Николай Шахмагонов. Возрождение гвардии. Офицерский роман. Глава первая

Николай Шахмагонов

 

ВОЗРОЖДЕНИЕ ГВАРДИИ

Роман

«Хочешь мира – готовься к войне».

Корнелий Непот (94-24 гг. до н. э.):

Глава первая

 Пока собирался, пока получал предписание, думал о том, зачем же это понадобился, да ещё столь срочно? В штабе округа никто ничего сказать по этому поводу не мог.

       Причины же для тревоги были, поскольку отправили его в своё время из гарнизона, что близ Москвы, в дальнюю даль, в незаменяемый, как тогда называли, район не просто так. Те, кто спешно удалял его из столицы суровой осенью девяносто третьего, тем самым по существу спасали его от вполне вероятной расправы победившей клики ельциноидов.

       «Неужели это связано с теми давними событиями?» – мелькнула мысль, хотя Урусов тут же и прогнал её, поскольку прошло слишком много времени.

       Впрочем, знал он и о том, что многие участники событий октября 1993 года до сих пор связаны обязательствами хранить правду о них, полную правду.

         Собственно, его правда была опасна теперь, скорее всего, лично ему и никому другому. Это он в начале октября, когда чаша весов замерла на нулевой отметке, готовая склониться в одну из сторон, когда уже были подняты части и соединения для разгрома тех, кто забаррикадировался в здании на набережной, по обезьяньи наименованном «белым домом», он, оставаясь за командира полка, находившегося в отпуске, поднял полк по боевой тревоге.

       Он решил вести его в столицу на помощь народным депутатам, взывавшим о поддержке.

       Батальоны и другие подразделения едва успели выйти в район сбора, когда примчался из отпуска командир полка и, отменив решение Урусова, вернул их в казармы.

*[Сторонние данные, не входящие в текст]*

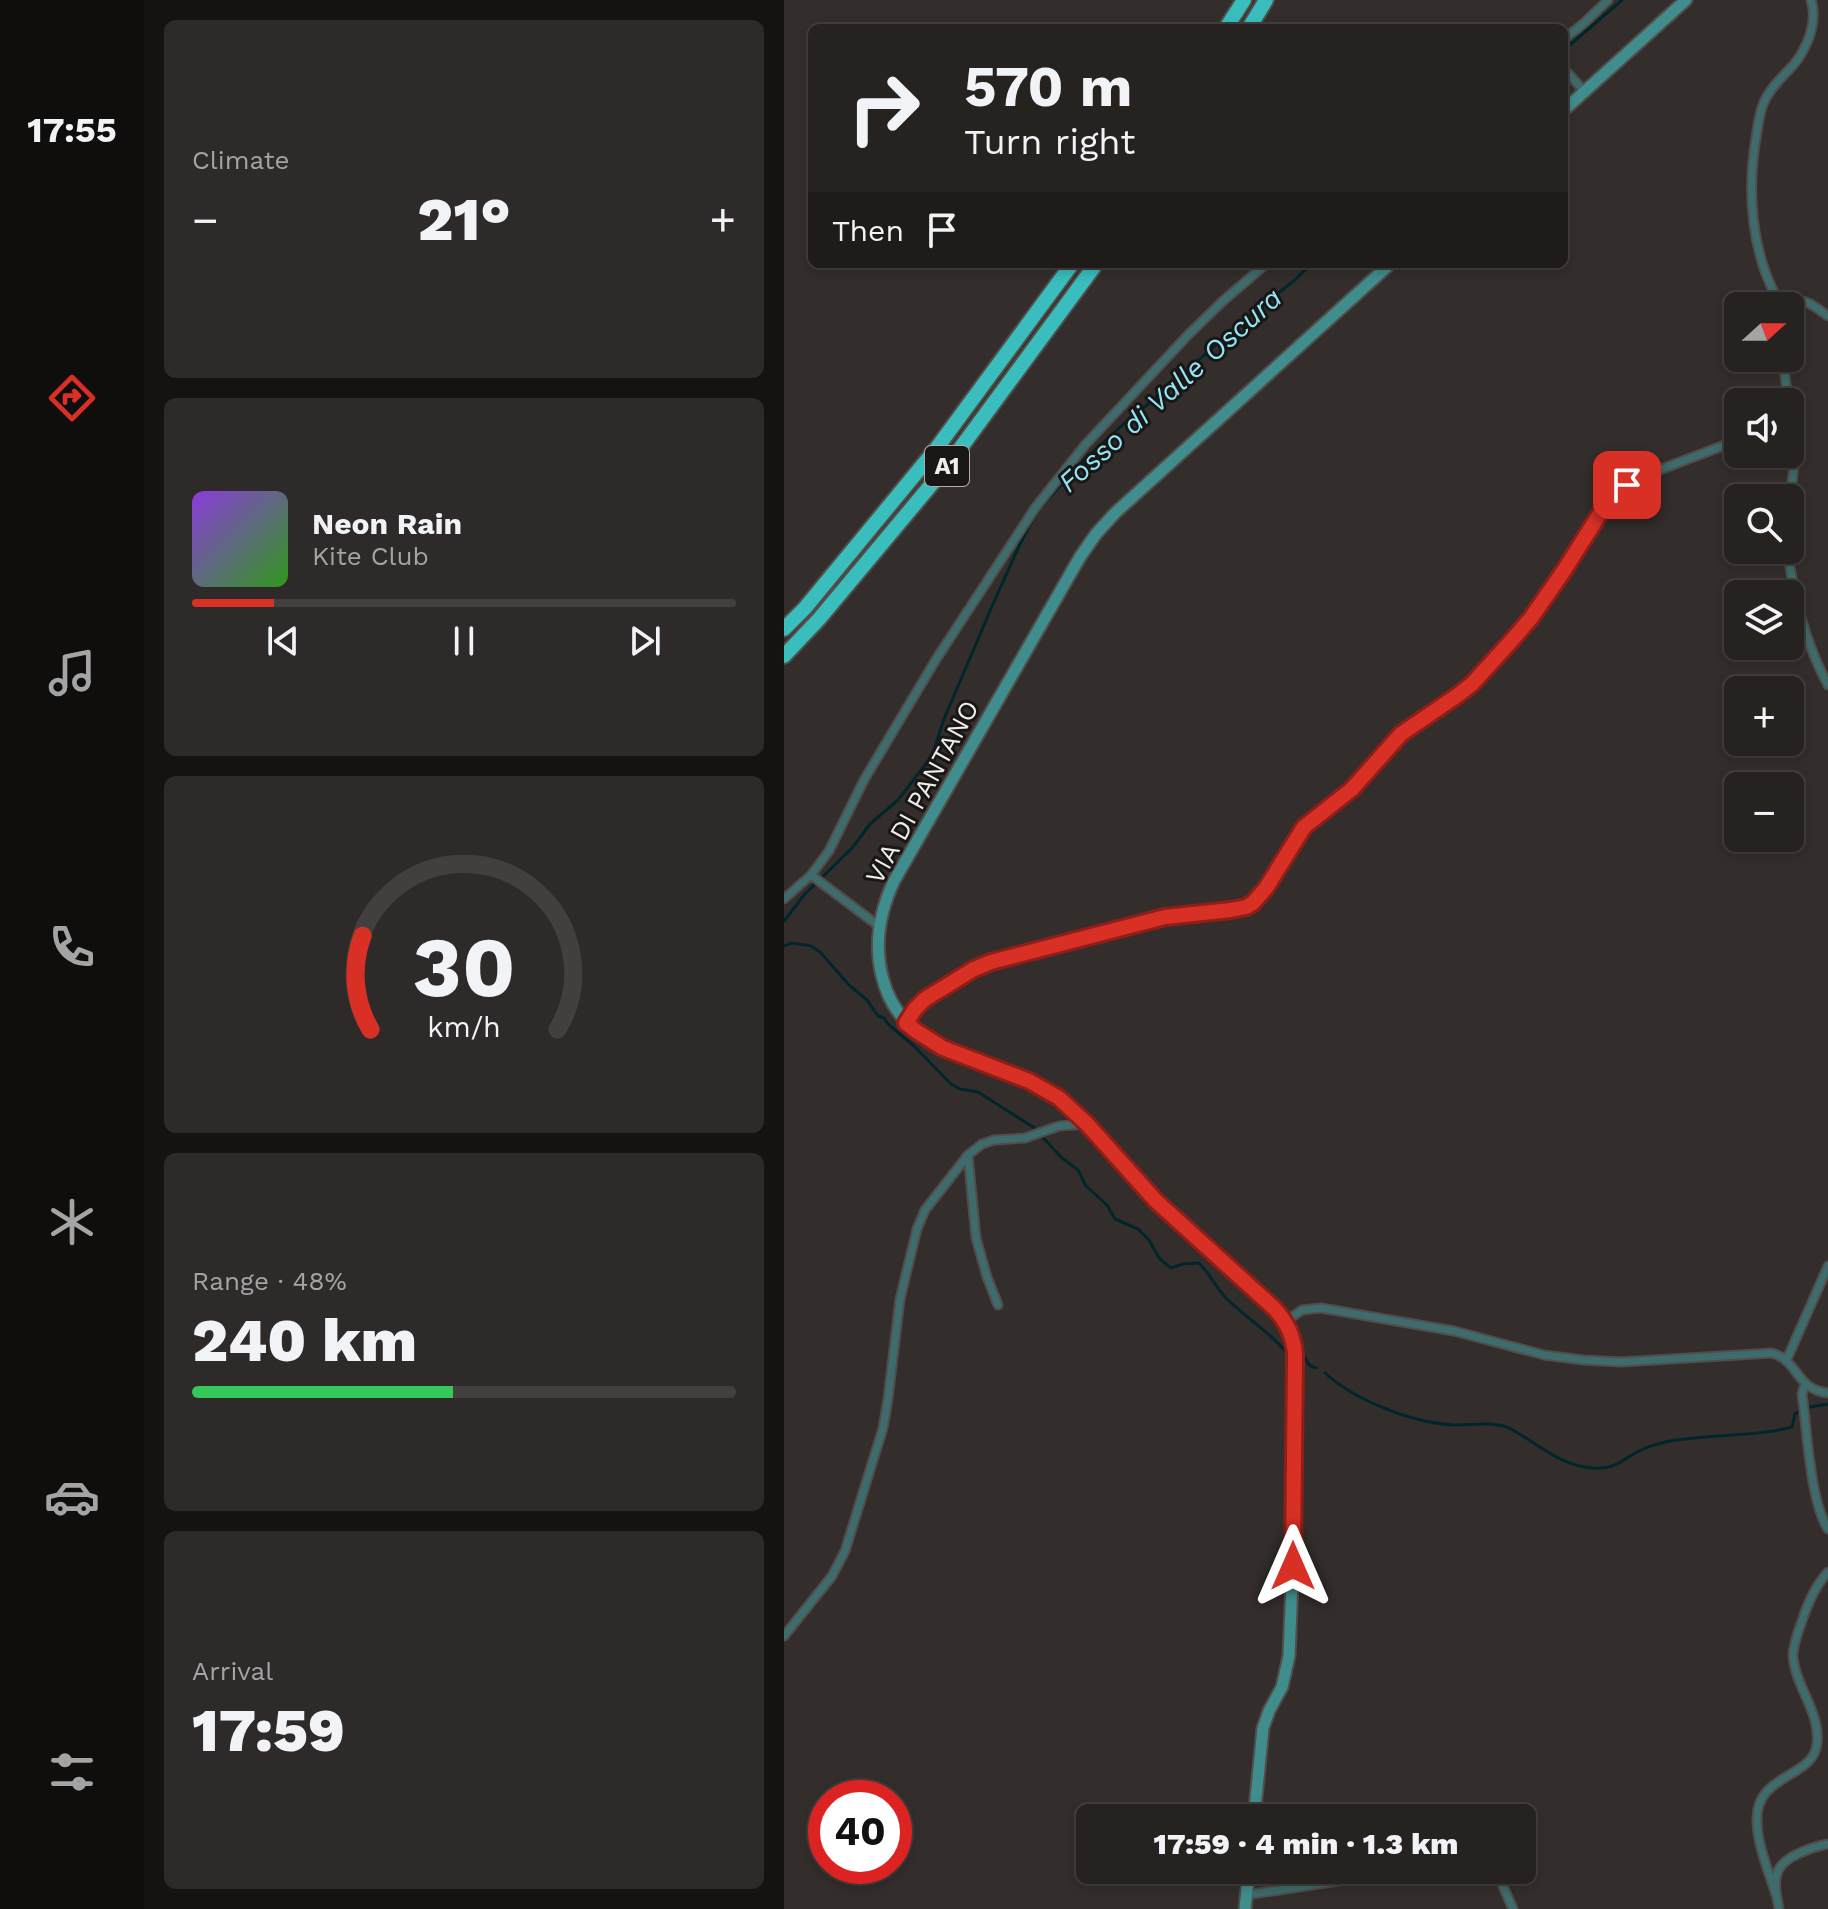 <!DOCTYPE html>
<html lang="en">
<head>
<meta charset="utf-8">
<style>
  :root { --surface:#262220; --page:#2e2a29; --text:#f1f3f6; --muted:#a4a4a5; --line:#423f3e; --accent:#d93025 }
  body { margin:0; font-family:"Work Sans",sans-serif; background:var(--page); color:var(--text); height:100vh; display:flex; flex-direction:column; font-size:30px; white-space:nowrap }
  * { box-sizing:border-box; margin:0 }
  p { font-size:26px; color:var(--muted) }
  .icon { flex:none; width:44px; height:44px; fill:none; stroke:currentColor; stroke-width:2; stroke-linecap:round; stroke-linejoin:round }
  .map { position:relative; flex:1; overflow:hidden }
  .side { display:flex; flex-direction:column; gap:20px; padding:20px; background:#151312; width:640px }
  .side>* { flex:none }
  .banner { position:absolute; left:24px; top:24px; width:760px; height:244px; border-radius:12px; box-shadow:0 4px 12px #0003,0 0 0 2px var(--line); background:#262220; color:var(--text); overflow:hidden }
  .needle { width:52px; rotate:69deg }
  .buttons { position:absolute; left:940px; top:292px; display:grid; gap:16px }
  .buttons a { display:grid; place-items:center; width:80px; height:80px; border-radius:12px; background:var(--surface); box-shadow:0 4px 12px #0003,0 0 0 2px var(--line); font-size:40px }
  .speed { position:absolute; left:24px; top:1780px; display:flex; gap:16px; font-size:40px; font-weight:700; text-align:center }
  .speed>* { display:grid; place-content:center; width:104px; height:104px; border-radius:50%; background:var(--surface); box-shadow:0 4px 12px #0003,0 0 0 2px var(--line); line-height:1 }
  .speed .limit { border:12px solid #d22; background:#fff; color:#111 }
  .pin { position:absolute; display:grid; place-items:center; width:68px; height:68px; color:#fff; margin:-34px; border-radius:16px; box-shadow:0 4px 12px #0006 }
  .me { position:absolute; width:88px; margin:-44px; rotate:0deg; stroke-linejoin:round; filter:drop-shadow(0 0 6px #0008) }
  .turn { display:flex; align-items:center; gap:28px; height:168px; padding:0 24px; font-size:36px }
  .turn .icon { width:104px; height:104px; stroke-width:2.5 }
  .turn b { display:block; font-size:56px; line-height:68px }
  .then { display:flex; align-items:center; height:76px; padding:0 24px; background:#0003; gap:16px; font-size:30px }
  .big { font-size:60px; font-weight:800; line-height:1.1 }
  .side .widget { flex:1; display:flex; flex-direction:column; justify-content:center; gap:12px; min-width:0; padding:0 28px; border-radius:12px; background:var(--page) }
  .side .dial { align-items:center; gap:0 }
  .dial svg { height:208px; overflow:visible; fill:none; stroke:var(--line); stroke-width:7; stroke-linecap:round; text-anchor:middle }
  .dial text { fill:var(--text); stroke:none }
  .song { display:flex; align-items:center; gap:24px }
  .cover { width:96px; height:96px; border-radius:12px; background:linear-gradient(135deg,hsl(270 70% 55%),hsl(110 70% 35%)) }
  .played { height:8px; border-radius:4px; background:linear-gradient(90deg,var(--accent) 15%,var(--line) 15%) }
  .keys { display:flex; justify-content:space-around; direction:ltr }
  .heat { display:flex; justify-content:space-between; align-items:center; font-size:44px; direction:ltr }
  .charge { height:12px; border-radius:6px; background:linear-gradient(90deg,#34c759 48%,var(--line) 0) }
  .trip { position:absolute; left:292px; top:1804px; width:460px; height:80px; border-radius:12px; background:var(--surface); box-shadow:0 4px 12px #0003,0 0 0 2px var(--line); font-weight:800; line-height:80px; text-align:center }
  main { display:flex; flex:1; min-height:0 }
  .dock { display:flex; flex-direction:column; width:144px; justify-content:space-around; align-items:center; background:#0f0e0d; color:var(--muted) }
  .dock .icon { width:56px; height:56px }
  .dock .selected { color:var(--accent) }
  .dock b { font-size:36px; color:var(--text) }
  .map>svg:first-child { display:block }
</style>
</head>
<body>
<main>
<nav class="dock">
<b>17:55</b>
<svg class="icon selected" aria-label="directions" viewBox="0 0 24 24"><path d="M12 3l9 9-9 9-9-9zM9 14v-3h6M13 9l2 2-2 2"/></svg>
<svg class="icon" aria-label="music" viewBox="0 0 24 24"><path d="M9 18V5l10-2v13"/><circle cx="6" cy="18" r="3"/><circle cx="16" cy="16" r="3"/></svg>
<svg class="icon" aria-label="phone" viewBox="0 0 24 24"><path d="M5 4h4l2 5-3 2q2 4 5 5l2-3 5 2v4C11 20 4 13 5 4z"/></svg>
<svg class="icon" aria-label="climate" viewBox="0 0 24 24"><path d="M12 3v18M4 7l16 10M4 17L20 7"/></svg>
<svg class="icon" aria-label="car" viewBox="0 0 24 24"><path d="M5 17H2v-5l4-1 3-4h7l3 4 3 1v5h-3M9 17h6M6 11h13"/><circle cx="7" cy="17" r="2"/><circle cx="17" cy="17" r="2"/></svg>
<svg class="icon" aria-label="filters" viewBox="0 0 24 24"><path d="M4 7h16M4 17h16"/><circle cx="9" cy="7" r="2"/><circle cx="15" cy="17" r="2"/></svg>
</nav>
<section class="side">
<div class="widget"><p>Climate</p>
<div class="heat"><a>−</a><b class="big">21°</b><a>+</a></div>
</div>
<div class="widget">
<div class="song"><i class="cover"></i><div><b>Neon Rain</b><p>Kite Club</p></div></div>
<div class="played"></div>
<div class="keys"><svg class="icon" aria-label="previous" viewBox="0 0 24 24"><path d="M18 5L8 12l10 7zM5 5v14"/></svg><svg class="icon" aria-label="pause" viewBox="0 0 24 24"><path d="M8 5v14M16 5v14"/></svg><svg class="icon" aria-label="next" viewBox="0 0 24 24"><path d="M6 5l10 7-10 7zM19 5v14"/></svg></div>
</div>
<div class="widget dial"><svg viewBox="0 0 100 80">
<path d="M14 69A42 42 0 1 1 86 69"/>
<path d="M14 69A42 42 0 0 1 11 33" stroke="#d93025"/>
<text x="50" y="56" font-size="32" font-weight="700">30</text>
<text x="50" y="72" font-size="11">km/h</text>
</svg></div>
<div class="widget"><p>Range · 48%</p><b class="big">240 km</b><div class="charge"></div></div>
<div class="widget"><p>Arrival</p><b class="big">17:59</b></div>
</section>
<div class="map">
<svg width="1044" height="1909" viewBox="0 0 1044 1909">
  <rect width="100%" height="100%" fill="#332e2b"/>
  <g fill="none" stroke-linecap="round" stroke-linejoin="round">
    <path stroke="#00262c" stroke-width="3" d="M780,50l58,-50
      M0,921l20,-26 49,-48 17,-23 28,-24 34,-44 12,-37 49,-115 27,-60 17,-33 47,-51 44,-40 36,-29 74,-66 58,-46 15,-15
      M0,946l8,-3 19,3 9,6 29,33 18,15 11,16 6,2 4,6 26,22 37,38 9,5 18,3 55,35 29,31 16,12 8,16 21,19 8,14 23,10 11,11 10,18 12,10 12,-4 16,-1c11,11 17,24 27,35 20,20 44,34 61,55h3
      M515,1354h4l6,11 7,3
      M541,1373c31,28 88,50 129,52 17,0 39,-4 55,3 27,14 49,37 82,40 26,2 29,-8 50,-18 8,-4 20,-7 29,-9 40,-7 83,-4 122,-14l3,-13 9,-6 24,-4"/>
    <defs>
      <path id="street" d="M1027,0c7,21 -3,46 -16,63 -11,13 -24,23 -31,39 -5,11 -6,24 -8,36 -9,53 -5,114 22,162l6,3c24,-5 25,0 44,13
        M780,39l20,-16 24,-23
        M780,69l21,23
        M999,358l5,44
        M1006,415l5,42 -5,42
        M1004,550c4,43 19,97 40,135
        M27,875l69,52
        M0,899l27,-24 18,-24 35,-71 71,-119 100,-153 50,-63 103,-110 35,-34 43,-37
        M123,1022l11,-16 7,-7 44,-27 22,-10 174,-45 70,-8 18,-6 13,-15 38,-61 48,-38 49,-55 57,-39 14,-11 46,-51 62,-85 32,-51 15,-12 27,-13 84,-32
        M184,1155l8,83 11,39 11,28
        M501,1322l17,-12 19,-2 133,23 90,24 39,5 38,2 151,-9c27,8 24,37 56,40
        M1003,1359l41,-93
        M1021,1384l-3,10c5,34 8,108 26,135
        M0,1636l48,-60 13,-25 38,-123 5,-29 12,-100 17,-70 8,-19 43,-55 14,-11 12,-4 31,-2 34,-12 28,-2
        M712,1870l17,39
        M462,1895l138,-21 47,-4
        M993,1898c-7,-23 -20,-53 -20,-77 -2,-48 56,-42 60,-77 4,-31 -22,-58 -24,-88 0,-14 7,-28 11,-41 6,-16 12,-30 24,-43
        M995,1909c-2,-11 -6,-27 -1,-38 6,-15 35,-24 50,-27"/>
      <path id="secondary" d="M780,110l122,-110
        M470,1818l9,-90 6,-17 13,-24 7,-31 3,-73 3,-220c0,-22 -6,-39 -21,-55 -41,-39 -86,-75 -127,-115 -28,-29 -51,-64 -82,-91 -58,-49 -162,-36 -183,-126 -8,-32 -2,-65 12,-95l186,-324 16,-23 19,-21 275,-249
        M461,1909l4,-39"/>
      <path id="highway" d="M442,28l18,-28
        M465,28l17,-28
        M0,629l21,-21 131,-159 136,-185
        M0,656l35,-37 132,-158 145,-197"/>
    </defs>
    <use href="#street" stroke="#514d4a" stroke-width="11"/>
    <use href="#secondary" stroke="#514d4a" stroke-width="15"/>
    <use href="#highway" stroke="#514d4a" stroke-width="18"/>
    <use href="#street" stroke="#3e6b6b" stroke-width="7"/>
    <use href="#secondary" stroke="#408d8d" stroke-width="11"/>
    <use href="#highway" stroke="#39bdbd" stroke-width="14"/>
  </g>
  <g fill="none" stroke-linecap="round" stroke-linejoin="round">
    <defs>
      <path id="route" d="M509,1566l2,-211c-1,-19 -8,-33 -21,-47l-118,-107 -69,-77 -28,-26 -30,-17 -86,-33 -27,-17 -10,-8 9,-14 10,-10 49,-30 17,-7 174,-45 66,-7 15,-3 7,-4 13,-15 38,-61 48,-38 49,-55 57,-39 14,-11 41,-45 18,-21 34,-49 41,-65 21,-19"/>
    </defs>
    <use href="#route" stroke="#8d1f18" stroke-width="20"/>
    <use href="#route" stroke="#d93025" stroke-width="14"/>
  </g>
  <g text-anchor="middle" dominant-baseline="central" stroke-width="6" stroke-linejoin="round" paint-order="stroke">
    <rect fill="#191716" stroke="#b0adab" stroke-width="2" x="141" y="446" width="44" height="40" rx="6"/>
    <g font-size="24" font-weight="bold" fill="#f0edeb">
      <text x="163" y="466">A1</text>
    </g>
    <g font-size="26" fill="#f0edeb" stroke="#191716">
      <text transform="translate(138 792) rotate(-61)">VIA DI PANTANO</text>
    </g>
    <g font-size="28" font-style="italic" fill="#92e6f6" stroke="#191716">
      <text transform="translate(386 390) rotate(-42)">Fosso di Valle Oscura</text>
    </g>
  </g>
</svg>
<div class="buttons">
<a><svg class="needle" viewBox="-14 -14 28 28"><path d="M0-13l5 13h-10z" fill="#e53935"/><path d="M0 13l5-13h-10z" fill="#a4a4a5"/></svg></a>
<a><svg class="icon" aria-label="sound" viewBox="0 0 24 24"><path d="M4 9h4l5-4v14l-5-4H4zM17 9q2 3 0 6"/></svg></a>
<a><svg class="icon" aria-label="search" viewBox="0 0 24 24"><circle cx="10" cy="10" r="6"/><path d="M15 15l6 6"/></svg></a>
<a><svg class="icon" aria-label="layers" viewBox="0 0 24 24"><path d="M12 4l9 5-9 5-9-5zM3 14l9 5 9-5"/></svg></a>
<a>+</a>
<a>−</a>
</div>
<div class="speed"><div class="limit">40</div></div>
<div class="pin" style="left:843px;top:485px;background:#d93025"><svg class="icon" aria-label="arrive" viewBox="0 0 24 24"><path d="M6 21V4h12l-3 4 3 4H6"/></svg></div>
<svg class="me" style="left:509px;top:1566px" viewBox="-20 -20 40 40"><path d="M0-17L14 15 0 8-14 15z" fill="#d93025" stroke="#fff" stroke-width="4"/></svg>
<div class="trip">17:59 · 4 min · 1.3 km</div>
<div class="banner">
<div class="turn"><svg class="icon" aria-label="right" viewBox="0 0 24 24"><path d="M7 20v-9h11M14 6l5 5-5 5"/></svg><div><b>570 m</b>Turn right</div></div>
<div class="then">Then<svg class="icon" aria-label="arrive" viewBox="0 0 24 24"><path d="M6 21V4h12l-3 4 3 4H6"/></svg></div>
</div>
</div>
</main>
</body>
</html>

       Казалось бы, инцидент исчерпан, но ведь шила в мешке не утаишь. Командир полка понимал, что о подъёме по тревоге будет доложено. Дивизию, в состав которой входил полк, не трогали, поскольку было достаточно соединений и частей, которые дислоцировались гораздо ближе к столице.

        Урусов же вывел полки в район сбора. Для чего? Собственно, он и не скрывал этого.

водоплавающий танк

       Объяснения с командиром полка, а затем с командиром дивизии были краткими. Генерал говорил на повышенных тонах:

       – Ты с ума сошёл! Провокаторы только и ждут, чтобы мы вцепились друг в друга. Ты решил противодействовать войскам, которые уже вошли в Москву? Ты хотел, чтобы наши солдаты убивали солдат другой дивизии, а солдаты той дивизии убивали наших солдат?

       – Я считал долгом выполнить свою клятву, которая, как помните, называется Военной присягой! – и Урусов прочитал, выделяя слова «советский», «советскому»: – «Я клянусь… до последнего дыхания быть преданным своему Народу, своей Советской Родине и Советскому правительству… Я всегда готов по приказу Советского Правительства выступить на защиту моей Родины Союза Советских Социалистических республик и как воин Вооружённых Сил я клянусь защищать её мужественно, умело, с достоинство и честью», не щадя своей крови и самой жизни… Если же я нарушу эту торжественную клятву, то пусть меня постигнет суровая кара советского закона, всеобщая ненависть и презрение советского народа».

       – Я отлично помню эти слова, – со вздохом резюмировал комдив. – Об этой клятве нужно было вспоминать в августе девяносто первого. А теперь у нас нет Советского правительства. Но у нас есть люди, мальчишки в серых шинелях, которые призваны защищать Россию. Нам их доверили их родители. А мы этих мальчишек в мясорубку против таких же как они?!

        Урусов понимал, что командир дивизии прав, но прав, как тогда ему казалось, лишь отчасти. Ведь если считать преступным выступление народных депутатов против «законно избранного» П-резидента, то преступен и роспуск П-резидентом законно избранного Совета народных депутатов. Так что же получалось? Поскольку защита Совета Народных Депутатов может вызвать кровопролитие, надо отдать победу тёмным силами зла, безусловно, управляемым Западом.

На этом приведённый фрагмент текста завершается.